また、鼓太郎は散歩の時は、いつもリードをピンと引っ張り先頭を歩きます。躾的にはよろしくないですが、道案内は自分にお任せあれと言わんばかりなので、好きにさせていました。私と小夏が、鼓太郎に後れを取るまいと少し後ろから一生懸命について行きます。

2014年冬 左:鼓太郎14才半 右:小夏 散歩の先頭の座を譲ってしまった頃

それが、鼓太郎14才の頃あたりから、散歩の時の風景が少し変わりました。年齢的にはシニア犬というよりも高齢犬、老犬の域です。しかし、ずっと一緒に暮らしていると、老犬だという認識が私にはなかなか生まれませんでした。いつまでも、暴れん坊な若犬の姿を本当は老犬になっていた鼓太郎に無理やり重ねて見ていたのかもしれません。

そんな私にも、ある日、気付かせられた鼓太郎の変化、老いの兆候があります。

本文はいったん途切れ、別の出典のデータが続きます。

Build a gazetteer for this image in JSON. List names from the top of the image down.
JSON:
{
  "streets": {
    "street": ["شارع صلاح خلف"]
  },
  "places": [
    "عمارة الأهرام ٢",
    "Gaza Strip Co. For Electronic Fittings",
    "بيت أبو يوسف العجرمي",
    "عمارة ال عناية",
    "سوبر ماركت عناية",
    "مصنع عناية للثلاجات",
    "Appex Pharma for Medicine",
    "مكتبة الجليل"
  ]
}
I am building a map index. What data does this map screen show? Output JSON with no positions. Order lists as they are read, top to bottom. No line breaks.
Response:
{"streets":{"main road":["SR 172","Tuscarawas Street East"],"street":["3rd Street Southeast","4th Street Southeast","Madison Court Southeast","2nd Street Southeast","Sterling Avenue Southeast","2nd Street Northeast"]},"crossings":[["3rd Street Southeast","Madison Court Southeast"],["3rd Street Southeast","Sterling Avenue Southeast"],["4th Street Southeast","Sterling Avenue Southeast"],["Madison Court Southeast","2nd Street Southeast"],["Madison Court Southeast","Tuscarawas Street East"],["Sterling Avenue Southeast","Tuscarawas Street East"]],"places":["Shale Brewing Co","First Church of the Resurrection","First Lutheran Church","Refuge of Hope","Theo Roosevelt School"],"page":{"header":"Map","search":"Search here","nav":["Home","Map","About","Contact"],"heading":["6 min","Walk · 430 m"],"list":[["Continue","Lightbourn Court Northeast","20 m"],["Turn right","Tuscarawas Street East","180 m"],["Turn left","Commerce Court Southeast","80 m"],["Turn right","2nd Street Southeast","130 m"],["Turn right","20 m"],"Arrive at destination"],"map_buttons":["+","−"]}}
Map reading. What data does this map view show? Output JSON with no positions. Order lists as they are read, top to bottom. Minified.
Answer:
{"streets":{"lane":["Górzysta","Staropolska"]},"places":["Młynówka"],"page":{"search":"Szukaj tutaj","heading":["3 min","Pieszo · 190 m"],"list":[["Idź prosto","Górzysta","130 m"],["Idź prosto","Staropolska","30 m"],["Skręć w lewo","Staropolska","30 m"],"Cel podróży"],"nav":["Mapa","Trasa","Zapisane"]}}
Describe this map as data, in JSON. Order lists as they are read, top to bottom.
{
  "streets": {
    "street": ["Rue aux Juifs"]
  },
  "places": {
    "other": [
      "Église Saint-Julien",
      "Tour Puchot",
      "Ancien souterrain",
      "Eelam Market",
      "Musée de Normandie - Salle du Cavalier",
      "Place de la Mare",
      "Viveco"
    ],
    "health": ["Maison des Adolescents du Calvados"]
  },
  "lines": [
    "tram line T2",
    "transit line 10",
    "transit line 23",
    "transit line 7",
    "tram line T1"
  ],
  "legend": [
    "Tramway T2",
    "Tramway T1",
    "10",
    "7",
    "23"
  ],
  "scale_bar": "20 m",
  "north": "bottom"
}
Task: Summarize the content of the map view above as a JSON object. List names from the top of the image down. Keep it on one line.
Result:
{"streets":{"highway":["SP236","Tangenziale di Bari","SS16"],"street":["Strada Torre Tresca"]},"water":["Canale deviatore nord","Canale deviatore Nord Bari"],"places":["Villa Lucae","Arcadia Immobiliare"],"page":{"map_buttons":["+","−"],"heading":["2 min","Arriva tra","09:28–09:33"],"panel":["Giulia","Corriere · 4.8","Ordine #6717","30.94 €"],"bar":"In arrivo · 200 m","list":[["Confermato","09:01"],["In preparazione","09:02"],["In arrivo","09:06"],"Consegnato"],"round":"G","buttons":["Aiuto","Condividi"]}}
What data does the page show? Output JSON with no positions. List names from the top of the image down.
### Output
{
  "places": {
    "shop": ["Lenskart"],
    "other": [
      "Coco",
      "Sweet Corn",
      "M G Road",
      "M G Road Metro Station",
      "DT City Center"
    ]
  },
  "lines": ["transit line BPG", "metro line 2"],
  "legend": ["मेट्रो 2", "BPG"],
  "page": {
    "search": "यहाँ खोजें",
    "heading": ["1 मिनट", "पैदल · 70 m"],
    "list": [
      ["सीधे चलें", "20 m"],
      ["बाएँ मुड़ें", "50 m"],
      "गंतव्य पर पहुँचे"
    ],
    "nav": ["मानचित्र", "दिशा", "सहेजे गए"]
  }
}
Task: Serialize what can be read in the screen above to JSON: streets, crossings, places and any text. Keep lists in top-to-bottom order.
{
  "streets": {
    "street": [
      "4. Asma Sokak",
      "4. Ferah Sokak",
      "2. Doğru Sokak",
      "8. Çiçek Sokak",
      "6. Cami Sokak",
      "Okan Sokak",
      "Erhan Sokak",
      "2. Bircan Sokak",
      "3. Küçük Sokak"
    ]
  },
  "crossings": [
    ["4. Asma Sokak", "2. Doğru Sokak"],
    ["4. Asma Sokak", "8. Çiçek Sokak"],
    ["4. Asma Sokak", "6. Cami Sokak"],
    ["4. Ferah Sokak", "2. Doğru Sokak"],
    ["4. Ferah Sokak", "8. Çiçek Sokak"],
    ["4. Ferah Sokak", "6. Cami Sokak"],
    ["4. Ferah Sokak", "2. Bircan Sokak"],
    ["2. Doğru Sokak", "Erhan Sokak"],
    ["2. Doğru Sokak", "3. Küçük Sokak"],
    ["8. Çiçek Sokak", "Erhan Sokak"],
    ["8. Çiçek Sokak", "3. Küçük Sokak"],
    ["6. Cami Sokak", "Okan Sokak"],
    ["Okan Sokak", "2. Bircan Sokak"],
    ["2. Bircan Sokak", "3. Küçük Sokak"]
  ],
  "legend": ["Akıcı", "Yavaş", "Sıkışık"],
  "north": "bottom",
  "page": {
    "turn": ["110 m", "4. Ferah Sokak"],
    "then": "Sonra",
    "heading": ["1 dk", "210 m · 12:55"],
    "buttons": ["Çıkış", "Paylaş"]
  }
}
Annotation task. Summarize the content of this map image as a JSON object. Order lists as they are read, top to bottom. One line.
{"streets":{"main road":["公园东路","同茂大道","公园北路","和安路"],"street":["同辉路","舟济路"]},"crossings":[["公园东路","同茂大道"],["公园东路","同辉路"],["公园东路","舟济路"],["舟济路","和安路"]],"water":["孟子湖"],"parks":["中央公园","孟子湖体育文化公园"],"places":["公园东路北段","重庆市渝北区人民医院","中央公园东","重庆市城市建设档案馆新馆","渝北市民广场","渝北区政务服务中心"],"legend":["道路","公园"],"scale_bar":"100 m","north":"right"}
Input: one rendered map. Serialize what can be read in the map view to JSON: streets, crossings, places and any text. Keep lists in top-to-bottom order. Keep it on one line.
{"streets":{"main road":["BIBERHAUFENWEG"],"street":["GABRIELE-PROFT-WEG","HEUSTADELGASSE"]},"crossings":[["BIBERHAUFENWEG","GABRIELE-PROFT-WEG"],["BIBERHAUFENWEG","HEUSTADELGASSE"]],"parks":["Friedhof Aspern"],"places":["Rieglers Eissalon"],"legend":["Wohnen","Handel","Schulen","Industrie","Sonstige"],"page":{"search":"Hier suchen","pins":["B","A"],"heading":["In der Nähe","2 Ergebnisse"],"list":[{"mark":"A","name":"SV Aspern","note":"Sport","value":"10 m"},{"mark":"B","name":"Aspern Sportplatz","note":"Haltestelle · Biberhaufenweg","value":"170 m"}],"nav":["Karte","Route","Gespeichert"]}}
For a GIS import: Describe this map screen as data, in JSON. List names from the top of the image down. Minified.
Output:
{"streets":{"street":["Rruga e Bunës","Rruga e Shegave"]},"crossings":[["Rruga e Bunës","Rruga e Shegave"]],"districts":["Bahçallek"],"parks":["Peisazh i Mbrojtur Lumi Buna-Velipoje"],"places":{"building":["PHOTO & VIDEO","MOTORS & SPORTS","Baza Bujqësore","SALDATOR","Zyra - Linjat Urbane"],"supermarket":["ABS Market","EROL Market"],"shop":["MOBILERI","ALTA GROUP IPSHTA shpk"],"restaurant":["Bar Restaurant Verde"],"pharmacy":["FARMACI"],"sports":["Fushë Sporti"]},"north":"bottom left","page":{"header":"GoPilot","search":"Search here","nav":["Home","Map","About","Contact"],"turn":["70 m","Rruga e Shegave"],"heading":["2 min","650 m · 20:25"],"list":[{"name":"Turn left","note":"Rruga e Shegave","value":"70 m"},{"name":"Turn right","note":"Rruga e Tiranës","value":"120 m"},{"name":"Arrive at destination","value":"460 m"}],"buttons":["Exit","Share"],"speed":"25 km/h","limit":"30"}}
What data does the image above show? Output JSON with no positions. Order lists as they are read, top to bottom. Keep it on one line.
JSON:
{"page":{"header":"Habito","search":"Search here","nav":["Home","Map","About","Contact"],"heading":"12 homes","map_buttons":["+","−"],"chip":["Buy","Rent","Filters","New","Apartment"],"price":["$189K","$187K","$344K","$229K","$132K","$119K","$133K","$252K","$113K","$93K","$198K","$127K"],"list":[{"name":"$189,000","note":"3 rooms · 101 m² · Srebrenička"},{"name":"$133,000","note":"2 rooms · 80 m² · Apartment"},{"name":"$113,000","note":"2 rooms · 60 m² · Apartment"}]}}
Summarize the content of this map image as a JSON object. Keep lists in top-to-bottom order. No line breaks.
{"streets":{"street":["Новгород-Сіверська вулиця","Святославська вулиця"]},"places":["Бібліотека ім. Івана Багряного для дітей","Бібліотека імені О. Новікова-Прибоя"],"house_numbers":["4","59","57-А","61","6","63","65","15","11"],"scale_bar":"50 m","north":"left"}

現実を理解しなければならない変化、兆候です。

〇 いつも先頭を切って歩いてたのに、その座を小夏に譲った
〇 下を向いて歩くようになった
〇 歩くスピードが遅くなってきた
〇 鼓太郎特有の踊るような歩き方をしなくなった
〇 匂いチェックの時の時間が長くなった
〇 途中で休みたがるようになった
〇 長距離の散歩コースを嫌がるようになった
〇 オシッコの時の足の上げ方が低くなった
〇 少し背を丸めてとぼとぼ歩くようになった  などなど

どれも、見落としそうになるような些細な変化です。こうした変化や兆候は一時に起きたわけではなく、毎日少しずつ生じていった変化なので、気づきにくいことは否定できません。それでも、全部並べて見直すと、それまでとは全然違い、老いを認めるしかありません。

 

騙しの元気さ

散歩ではとぼとぼ歩くようになっていても、家に戻ると廊下をダッシュで何度も往復するなど、その頃になっても鼓太郎は時々元気なところをアピールしていました。

2014年初 鼓太郎13才半頃 わが家の短い廊下を何度も折り返しながらダッシュを繰り返す。

その姿に、少し騙されてしまったなと今になって思っています。もっとも、この廊下ダッシュも14才を過ぎて、しなくなりました。できなくなりました。

小夏は、今現在15才の少し手前ですが、たまに廊下ダッシュをしています。今までしなかったのに・・・。小夏も少し老いてきたのでしょう。しかし、何故、老いてダッシュを繰り返すのかは今も謎。わが家の二柴だけかもしれません。小夏は、鼓太郎のことを思い出して、それを真似しているだけなのかもしれません。

 

歩くことの楽しみが苦痛に

わが家が散歩で良く行く公園に大きな池のある公園があります。鼓太郎は、若いときは、池の周りをあっという間に駆け抜けていき、まだ走り足りないような表情をしていました。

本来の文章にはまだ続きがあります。